Jean-Jack Queyranne, le président (PS) de la collectivité régionale, a beau argumenter, expliquer que la région ne pouvait plus fonctionner avec 1 400 agents répartis sur huit sites différents, et que la facture ne s’élèvera au total qu’à 30 millions d’euros pour le contribuable, l’opposition en fait ses choux gras.

« C’est l’exemple type de la dérive des comptes publics », lance la députée européenne Françoise Grossetête, qui préside le groupe UMP de la région Rhône-Alpes. »En cette période de crise, c’est une véritable gabegie, s’insurge-t-elle. Alors que le prix initial de la construction était annoncé à 60 millions d’euros, on arrive à un total de 175 millions. »

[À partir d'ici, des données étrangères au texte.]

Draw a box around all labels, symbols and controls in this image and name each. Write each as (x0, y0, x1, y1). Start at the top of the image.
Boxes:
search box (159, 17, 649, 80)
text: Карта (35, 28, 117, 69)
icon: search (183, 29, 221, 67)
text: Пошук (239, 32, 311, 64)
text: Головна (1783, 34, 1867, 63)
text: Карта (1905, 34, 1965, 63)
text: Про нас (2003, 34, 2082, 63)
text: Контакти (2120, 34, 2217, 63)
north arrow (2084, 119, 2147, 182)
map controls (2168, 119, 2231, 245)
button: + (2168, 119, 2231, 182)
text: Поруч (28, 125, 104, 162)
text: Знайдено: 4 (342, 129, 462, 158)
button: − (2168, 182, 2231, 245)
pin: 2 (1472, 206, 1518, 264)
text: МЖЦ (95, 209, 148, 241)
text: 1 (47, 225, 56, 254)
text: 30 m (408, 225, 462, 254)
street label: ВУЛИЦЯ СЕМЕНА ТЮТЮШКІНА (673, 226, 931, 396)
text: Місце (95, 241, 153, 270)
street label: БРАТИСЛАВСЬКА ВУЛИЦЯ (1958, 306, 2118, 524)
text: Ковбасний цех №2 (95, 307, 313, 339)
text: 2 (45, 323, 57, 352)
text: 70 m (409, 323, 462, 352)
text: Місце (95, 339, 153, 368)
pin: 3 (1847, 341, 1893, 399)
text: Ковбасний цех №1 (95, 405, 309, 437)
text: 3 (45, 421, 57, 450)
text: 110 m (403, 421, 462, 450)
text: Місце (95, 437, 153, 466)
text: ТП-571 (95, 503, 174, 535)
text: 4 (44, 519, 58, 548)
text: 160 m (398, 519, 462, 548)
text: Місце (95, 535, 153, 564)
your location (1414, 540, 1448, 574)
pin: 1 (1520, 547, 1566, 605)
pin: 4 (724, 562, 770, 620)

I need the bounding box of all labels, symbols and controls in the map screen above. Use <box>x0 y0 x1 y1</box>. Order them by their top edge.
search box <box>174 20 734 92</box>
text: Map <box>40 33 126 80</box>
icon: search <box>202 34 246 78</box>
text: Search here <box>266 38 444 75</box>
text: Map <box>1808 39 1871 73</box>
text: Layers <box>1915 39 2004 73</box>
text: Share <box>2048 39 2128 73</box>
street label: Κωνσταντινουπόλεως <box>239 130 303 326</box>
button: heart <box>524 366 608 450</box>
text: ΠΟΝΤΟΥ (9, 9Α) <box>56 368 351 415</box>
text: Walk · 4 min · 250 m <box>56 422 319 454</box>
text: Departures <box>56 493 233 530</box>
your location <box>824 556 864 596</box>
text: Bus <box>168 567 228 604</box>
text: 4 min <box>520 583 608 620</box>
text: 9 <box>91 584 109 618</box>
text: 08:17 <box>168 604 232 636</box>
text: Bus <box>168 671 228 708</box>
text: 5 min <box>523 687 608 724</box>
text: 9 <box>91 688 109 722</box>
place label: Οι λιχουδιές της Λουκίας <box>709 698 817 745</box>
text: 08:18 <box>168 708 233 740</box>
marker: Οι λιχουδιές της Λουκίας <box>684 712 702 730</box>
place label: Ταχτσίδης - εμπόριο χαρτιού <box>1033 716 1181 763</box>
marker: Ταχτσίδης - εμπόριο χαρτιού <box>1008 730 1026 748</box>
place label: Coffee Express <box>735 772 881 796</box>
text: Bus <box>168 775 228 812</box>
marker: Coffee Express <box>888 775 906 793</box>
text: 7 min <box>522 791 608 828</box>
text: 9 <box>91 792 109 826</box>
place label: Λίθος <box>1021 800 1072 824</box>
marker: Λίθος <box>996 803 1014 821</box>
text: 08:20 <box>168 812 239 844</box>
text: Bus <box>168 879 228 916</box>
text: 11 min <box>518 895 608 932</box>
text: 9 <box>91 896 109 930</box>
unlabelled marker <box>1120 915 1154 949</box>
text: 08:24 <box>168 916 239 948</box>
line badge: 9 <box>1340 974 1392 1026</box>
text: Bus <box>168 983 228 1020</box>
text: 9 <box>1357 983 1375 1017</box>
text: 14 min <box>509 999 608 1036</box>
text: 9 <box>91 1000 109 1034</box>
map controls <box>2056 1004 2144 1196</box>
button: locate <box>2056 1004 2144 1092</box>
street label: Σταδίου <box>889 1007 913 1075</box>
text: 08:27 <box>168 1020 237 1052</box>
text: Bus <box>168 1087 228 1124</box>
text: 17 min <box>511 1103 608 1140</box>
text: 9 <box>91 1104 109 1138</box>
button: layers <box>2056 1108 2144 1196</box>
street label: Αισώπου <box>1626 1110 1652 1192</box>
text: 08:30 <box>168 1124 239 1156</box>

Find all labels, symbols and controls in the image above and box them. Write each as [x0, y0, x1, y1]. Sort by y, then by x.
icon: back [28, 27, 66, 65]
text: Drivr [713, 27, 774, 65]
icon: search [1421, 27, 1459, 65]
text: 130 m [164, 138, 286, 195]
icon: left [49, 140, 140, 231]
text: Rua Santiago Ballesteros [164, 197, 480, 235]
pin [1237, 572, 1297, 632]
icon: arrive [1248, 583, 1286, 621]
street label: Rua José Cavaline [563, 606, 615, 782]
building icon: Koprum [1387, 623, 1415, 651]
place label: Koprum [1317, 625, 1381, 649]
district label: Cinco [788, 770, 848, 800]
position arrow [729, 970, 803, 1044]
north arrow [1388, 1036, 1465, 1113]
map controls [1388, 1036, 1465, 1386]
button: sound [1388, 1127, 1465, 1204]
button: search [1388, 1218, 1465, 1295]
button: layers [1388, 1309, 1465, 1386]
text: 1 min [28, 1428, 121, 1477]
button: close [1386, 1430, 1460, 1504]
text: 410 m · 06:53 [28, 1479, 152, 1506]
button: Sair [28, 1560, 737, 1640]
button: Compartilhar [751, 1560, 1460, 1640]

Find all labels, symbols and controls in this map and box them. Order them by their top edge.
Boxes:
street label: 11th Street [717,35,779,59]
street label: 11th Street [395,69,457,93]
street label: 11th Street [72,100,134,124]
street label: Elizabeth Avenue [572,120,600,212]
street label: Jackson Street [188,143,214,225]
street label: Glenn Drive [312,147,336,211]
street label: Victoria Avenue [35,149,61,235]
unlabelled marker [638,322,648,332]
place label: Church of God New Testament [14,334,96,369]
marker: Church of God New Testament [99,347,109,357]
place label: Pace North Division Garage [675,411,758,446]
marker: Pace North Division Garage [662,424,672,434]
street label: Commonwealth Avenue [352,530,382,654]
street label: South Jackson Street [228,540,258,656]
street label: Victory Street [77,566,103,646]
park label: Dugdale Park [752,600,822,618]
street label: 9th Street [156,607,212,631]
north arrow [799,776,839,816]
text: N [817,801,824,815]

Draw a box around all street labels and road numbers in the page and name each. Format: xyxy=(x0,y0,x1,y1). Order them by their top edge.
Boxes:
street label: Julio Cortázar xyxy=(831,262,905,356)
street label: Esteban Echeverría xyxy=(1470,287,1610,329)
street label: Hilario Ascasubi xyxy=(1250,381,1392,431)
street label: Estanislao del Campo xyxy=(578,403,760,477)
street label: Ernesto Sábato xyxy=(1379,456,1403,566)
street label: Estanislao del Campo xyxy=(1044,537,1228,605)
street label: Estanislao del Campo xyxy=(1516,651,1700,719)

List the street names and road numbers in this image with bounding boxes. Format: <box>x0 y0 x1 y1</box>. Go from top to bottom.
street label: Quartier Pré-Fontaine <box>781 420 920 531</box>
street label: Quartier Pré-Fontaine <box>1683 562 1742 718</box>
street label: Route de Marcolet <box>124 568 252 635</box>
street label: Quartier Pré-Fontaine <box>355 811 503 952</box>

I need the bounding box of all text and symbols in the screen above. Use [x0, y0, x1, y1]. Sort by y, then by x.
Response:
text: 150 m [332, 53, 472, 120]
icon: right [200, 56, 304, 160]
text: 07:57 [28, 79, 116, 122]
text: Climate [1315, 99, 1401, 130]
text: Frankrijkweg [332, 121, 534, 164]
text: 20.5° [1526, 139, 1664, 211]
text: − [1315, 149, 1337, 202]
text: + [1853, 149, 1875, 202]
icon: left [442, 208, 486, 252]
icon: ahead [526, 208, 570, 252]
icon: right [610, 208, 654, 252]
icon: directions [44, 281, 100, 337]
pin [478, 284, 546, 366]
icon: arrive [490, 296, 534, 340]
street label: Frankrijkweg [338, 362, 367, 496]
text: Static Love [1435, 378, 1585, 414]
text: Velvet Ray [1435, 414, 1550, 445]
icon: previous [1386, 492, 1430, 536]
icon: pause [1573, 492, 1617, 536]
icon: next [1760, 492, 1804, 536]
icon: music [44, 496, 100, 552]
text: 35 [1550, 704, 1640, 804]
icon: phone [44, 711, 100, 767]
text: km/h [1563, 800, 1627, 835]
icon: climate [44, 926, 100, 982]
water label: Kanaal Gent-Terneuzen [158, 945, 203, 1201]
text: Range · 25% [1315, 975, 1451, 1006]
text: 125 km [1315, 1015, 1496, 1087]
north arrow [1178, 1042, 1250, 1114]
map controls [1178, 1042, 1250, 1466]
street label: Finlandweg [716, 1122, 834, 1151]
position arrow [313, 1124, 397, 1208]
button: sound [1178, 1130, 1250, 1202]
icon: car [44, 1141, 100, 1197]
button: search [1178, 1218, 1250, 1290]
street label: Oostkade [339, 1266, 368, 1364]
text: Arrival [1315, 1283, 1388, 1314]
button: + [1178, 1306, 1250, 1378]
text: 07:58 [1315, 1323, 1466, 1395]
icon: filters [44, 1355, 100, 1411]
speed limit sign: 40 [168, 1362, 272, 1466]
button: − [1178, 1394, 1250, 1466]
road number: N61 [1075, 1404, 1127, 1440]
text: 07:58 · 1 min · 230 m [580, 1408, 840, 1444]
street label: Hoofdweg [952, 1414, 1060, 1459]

Le président Queyranne se défend. Il prétend limiter la casse grâce à la vente de l’ancien siège, estimé entre 25 et 30 millions. Et grâce aux économies réalisées sur les diverses annexes précédemment louées par la région pour pouvoir loger tous ses services. 

L’argument fait sourire l’élue de droite : « Ce bâtiment a été conçu pour abriter tous les services de la région Rhône-Alpes, mais il est déjà trop petit ! » Rhône-Alpes vient en effet d’investir 1,5 million dans un bâtiment à Pierre-Bénite, pour y abriter ses archives. Et certains services, comme le Conseil économique et social, Rhône-Alpes-Tourisme ou Entreprise Rhône-Alpes International, sont encore logés à l’extérieur. 

La vérité, c’est que l’on change de siège pour rassembler tout le monde mais, finalement, tout est éclaté, parce que, sur un bâtiment de 45 000 mètres carrés, 20 000 sont occupés par un hall. N’aurait-on pas pu prévoir dans cet espace vide de quoi loger tout le monde plutôt que de louer et d’acheter de nouveaux locaux ?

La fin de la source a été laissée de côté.